Location
- Peachgrove Road, Hamilton, New Zealand Hamilton, New Zealand
- Coordinates: 37°47′04″S 175°17′58″E﻿ / ﻿37.7844°S 175.2994°E

Information
- Type: State Co-educational Intermediate
- Motto: Tuatahi, kia marama ki te manaaki (First Learn To Serve)
- Founded: 1957
- Ministry of Education Institution no.: 1892
- Principal: Aaron West
- Years offered: 7-8
- Socio-economic decile: 5 (10 is highest)
- Website: www.peachgrove.school.nz

= Peachgrove Intermediate =

Peachgrove Intermediate School is a school in Hamilton, New Zealand. It caters for a diverse range of students, mostly from the Hamilton East/Fairfield community. The roll fluctuates between 500-700 students from year to year.

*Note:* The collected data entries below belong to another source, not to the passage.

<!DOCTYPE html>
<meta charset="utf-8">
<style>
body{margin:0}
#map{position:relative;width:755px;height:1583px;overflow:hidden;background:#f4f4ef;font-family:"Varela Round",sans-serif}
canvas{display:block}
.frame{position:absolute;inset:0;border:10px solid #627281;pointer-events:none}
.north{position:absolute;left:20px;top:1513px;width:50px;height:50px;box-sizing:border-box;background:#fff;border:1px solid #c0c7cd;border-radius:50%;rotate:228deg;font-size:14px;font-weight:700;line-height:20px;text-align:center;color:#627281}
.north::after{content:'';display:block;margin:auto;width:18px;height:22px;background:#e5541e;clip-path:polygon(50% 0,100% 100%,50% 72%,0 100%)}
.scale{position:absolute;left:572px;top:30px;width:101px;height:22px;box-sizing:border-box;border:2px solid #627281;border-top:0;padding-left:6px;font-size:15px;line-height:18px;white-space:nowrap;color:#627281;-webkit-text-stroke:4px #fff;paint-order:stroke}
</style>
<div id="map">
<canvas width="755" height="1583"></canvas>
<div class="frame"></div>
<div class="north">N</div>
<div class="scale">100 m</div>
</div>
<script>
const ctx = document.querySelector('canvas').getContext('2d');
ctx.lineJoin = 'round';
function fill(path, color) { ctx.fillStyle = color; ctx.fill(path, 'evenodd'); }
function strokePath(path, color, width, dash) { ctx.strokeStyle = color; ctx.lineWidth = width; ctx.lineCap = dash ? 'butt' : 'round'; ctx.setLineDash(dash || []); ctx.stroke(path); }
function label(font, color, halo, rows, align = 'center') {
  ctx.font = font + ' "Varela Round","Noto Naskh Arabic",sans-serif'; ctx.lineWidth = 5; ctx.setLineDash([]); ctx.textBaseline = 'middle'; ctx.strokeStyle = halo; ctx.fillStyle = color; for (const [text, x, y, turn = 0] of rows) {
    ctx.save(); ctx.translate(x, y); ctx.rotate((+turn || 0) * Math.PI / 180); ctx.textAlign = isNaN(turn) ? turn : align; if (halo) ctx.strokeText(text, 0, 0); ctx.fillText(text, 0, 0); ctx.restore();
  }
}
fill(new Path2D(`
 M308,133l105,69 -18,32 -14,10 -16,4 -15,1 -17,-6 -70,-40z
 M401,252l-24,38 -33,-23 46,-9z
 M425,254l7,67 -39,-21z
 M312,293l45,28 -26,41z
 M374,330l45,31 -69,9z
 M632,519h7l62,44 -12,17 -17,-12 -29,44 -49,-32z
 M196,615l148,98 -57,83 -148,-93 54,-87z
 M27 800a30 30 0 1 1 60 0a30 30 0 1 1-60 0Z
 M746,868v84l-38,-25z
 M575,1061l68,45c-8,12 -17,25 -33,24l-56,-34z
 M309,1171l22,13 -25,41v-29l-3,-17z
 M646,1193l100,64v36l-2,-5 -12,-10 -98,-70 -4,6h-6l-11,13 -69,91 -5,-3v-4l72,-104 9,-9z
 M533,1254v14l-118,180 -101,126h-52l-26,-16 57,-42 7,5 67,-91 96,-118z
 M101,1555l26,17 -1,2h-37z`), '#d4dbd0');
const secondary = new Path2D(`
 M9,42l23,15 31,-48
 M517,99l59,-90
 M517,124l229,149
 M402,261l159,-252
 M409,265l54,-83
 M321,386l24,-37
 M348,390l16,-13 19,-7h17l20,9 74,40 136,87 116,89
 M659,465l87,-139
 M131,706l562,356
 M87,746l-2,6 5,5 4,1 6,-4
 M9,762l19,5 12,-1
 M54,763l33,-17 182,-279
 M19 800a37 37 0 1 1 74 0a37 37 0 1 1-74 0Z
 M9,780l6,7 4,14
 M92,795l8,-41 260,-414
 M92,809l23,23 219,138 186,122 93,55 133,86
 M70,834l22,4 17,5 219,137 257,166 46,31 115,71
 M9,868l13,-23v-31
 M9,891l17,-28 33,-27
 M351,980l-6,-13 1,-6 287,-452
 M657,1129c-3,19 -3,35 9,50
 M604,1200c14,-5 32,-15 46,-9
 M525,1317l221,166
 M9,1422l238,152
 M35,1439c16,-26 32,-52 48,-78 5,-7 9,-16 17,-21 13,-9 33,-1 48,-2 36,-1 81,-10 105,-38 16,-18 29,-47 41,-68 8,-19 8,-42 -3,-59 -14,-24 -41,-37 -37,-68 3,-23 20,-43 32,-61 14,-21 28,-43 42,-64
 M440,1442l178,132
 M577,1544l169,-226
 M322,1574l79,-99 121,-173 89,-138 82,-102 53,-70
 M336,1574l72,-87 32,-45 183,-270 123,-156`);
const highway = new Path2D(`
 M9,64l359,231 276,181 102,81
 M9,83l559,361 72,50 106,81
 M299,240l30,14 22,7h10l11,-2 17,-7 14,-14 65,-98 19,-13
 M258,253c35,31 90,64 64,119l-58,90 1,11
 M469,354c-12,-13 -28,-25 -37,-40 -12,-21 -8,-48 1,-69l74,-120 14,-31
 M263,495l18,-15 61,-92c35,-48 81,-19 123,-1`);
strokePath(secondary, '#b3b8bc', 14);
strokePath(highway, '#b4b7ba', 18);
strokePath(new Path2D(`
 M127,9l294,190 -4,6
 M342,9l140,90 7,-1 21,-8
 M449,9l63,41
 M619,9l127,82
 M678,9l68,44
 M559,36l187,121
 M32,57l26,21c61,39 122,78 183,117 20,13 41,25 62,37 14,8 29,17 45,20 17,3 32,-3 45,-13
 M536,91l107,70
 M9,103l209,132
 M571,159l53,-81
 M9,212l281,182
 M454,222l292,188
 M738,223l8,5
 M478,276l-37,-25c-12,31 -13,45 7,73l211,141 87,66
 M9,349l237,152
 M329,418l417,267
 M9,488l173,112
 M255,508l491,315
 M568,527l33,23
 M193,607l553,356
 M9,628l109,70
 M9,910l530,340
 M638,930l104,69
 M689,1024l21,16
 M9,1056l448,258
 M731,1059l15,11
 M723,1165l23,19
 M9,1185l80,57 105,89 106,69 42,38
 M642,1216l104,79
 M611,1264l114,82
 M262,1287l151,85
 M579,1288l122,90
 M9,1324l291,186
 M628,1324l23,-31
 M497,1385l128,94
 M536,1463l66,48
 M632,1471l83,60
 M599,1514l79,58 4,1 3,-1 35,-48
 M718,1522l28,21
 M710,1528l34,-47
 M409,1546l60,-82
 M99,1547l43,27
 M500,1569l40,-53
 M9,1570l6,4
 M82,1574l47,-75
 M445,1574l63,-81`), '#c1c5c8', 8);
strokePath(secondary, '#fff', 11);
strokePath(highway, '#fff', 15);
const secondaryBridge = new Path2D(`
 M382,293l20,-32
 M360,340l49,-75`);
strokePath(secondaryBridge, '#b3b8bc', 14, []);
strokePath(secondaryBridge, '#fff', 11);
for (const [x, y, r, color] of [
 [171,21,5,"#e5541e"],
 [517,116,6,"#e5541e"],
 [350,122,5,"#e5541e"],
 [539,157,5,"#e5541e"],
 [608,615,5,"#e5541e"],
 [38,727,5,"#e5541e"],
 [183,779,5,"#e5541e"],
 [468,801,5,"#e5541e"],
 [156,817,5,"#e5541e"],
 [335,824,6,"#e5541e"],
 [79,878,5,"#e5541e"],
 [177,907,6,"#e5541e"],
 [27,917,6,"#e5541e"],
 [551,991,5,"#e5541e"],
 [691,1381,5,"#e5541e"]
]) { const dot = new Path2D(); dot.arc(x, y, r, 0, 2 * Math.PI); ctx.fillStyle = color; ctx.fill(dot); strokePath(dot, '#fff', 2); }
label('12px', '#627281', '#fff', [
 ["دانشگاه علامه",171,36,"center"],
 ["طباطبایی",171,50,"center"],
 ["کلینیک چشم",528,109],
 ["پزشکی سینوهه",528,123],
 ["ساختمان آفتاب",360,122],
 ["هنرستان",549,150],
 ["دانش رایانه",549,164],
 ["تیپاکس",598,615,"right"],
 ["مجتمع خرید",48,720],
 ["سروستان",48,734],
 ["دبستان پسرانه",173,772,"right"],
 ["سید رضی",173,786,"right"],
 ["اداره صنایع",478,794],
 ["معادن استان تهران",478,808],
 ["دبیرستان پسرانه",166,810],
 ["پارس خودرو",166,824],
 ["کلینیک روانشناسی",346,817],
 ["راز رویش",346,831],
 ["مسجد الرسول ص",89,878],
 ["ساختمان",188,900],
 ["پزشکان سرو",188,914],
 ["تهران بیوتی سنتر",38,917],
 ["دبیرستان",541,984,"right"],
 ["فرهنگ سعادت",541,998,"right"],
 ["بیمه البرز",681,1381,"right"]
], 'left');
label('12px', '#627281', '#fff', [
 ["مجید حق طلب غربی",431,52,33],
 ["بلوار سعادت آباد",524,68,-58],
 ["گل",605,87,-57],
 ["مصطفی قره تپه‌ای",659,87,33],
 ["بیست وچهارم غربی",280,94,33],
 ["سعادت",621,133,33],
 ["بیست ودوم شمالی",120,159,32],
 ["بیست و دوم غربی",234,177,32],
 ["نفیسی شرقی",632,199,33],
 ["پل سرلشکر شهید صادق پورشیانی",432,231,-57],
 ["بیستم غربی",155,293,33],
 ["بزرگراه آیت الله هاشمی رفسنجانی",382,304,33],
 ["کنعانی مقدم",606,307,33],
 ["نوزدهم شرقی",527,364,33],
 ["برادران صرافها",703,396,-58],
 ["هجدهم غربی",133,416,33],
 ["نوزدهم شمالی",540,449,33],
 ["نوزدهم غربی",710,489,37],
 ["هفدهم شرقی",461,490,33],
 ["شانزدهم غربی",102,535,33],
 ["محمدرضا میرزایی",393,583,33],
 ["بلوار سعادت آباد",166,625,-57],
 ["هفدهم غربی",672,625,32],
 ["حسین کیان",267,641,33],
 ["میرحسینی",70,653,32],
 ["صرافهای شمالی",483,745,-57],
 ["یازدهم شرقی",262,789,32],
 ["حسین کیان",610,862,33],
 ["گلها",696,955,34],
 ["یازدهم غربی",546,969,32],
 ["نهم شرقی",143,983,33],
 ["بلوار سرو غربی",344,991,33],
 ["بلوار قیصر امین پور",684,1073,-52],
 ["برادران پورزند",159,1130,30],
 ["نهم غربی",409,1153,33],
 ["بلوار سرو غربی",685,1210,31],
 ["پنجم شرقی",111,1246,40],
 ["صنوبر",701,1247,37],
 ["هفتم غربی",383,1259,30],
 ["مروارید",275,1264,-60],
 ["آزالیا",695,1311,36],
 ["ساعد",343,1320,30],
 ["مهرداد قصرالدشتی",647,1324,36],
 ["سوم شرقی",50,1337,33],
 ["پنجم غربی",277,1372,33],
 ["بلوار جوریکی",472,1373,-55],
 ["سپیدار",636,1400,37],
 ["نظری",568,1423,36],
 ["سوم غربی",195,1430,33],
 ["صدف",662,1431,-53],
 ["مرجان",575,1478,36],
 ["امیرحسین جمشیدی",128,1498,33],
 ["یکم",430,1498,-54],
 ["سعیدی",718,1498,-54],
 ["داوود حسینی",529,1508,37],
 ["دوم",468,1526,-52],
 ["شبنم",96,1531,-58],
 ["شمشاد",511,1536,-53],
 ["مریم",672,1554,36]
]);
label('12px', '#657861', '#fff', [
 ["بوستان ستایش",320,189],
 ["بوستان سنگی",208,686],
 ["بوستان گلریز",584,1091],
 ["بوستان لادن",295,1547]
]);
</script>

Aaron West is the principal, supported by Helen Te Kiri, deputy principal, and Davina Parangi-Brown, assistant principal. The school is divided into four mountain group syndicates: Kakepuku, Maungatautari, Pirongia, and Karioi, all of which are local maunga (Te Reo/Maori language for 'mountain').

== History ==
The school was opened to pupils in February 1957. Initially the school was incomplete, with the main hall to be completed and all of the playing fields to be laid. In addition to the usual academic subjects, (English, Maths, Social Studies etc.) the school had fully equipped workshops for home economics (cooking) and woodwork (boys only). 2007 saw Peachgrove celebrate its 50th jubilee, which was well attended by many of the early pupils.

== Academic ==
Peachgrove provides a diverse programme, including a bi-lingual unit which teaches te reo Maori, Gifted and Talented and standard classrooms. Peachgrove provides specialist technology, music and arts programmes.

== Sport ==
Peachgrove prides itself in having a very strong sporting programme, with teams winning in local competition in rugby, soccer, hockey, and basketball. Students enjoy annual opportunities for international travel to such destinations as Fiji, Rarotonga, New Caledonia, and Japan.